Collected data
▼

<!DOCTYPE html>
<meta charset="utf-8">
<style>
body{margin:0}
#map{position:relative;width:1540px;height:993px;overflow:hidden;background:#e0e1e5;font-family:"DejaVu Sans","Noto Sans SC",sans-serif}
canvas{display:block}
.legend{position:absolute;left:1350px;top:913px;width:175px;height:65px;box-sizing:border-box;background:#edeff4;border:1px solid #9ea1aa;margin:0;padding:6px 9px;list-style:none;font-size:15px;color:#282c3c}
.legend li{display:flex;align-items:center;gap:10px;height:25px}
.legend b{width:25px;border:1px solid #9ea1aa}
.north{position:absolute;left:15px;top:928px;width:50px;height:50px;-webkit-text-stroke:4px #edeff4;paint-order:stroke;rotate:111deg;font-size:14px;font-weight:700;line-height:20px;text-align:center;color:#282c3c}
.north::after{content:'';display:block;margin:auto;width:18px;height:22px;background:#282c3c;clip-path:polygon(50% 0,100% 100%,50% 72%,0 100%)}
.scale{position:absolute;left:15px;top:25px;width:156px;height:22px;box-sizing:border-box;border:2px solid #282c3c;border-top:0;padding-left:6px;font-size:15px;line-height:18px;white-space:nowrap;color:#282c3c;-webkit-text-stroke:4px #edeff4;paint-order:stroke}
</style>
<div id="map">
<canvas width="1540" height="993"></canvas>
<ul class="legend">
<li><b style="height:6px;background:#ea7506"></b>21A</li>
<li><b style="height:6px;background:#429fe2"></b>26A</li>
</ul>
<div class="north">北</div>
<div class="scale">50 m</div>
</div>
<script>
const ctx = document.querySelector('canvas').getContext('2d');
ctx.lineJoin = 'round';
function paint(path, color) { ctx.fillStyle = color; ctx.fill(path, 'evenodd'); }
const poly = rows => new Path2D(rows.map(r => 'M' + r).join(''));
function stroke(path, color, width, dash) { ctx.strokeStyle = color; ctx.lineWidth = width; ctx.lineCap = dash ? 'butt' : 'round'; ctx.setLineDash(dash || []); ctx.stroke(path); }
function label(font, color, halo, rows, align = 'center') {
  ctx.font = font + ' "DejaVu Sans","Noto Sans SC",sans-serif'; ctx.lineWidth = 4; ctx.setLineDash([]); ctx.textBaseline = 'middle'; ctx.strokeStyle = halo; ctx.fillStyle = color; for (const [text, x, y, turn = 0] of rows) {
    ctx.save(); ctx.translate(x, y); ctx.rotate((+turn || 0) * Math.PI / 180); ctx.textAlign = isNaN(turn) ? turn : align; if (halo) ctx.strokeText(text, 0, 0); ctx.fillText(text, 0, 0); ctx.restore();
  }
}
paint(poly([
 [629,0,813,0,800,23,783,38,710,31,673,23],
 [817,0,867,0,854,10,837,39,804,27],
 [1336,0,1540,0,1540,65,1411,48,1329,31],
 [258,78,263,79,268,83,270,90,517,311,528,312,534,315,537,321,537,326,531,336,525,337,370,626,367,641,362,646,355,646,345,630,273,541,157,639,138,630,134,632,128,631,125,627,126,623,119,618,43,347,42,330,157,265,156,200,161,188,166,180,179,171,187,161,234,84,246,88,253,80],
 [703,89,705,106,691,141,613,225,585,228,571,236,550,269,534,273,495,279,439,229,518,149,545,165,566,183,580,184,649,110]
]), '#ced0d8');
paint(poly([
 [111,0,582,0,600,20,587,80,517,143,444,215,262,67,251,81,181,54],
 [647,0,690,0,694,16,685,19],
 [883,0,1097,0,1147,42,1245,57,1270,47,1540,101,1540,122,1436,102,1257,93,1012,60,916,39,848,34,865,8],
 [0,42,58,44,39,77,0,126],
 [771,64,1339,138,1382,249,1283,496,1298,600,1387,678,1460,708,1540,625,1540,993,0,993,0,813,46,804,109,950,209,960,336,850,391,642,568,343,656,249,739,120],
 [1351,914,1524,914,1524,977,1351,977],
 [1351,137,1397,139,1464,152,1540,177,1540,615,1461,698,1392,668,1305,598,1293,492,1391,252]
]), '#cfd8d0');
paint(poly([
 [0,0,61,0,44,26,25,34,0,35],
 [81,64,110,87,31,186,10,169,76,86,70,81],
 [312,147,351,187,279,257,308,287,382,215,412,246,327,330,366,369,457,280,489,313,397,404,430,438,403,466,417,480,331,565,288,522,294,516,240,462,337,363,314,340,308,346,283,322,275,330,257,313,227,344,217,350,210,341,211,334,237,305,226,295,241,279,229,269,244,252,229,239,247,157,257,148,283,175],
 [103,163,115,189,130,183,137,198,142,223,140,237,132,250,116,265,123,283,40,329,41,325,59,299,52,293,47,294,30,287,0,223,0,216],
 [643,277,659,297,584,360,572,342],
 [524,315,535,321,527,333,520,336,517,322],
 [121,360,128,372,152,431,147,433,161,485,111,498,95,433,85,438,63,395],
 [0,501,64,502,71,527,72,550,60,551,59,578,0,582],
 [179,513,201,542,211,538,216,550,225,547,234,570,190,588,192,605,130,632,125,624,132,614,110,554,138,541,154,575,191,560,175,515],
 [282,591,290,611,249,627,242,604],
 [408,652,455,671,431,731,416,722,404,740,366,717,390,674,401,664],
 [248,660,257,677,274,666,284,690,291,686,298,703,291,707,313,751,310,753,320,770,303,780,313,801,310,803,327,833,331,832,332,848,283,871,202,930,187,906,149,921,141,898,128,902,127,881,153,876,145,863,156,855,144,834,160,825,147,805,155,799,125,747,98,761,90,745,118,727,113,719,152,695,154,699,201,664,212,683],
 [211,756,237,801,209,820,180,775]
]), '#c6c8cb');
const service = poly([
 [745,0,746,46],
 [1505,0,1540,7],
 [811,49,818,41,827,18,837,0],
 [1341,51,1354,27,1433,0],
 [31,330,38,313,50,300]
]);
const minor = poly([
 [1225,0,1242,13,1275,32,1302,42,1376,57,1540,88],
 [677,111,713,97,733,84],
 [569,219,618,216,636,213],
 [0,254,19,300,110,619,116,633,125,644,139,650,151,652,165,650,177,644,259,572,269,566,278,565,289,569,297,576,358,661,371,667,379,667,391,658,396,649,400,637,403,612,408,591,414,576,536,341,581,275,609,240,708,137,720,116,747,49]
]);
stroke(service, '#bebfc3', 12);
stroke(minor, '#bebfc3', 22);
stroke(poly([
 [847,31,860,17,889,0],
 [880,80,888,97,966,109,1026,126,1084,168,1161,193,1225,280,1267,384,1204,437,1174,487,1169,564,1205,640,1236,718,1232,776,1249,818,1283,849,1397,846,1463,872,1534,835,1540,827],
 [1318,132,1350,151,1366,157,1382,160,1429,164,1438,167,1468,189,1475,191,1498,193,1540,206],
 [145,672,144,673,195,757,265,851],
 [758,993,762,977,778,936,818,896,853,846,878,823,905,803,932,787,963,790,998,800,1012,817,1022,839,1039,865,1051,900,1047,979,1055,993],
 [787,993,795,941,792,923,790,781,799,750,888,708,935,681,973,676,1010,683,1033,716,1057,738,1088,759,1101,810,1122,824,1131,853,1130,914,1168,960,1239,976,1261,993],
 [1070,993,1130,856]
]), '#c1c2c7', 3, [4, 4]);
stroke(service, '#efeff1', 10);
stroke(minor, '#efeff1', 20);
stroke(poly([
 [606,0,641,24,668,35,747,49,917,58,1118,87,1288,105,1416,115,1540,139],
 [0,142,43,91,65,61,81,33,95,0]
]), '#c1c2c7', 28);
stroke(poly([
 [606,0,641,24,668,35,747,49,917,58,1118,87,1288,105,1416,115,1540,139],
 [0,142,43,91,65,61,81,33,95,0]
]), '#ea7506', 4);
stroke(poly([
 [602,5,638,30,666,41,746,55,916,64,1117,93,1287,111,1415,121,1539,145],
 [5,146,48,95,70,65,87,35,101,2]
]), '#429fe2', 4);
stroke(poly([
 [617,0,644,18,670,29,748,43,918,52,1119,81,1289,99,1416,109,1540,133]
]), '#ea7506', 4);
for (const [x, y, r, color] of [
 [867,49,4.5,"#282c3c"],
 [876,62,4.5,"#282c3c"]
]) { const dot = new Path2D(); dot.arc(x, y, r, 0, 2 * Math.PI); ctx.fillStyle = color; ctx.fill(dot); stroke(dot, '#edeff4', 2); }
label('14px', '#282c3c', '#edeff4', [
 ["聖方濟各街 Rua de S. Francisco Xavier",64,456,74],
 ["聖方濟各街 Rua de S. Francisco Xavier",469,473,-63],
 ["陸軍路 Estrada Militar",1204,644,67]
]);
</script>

▲

### [YOUR TASK]
Please show every line of the records that holds the word "canvas".

### [WORKED SOLUTION]
canvas{display:block}
<canvas width="1540" height="993"></canvas>
const ctx = document.querySelector('canvas').getContext('2d');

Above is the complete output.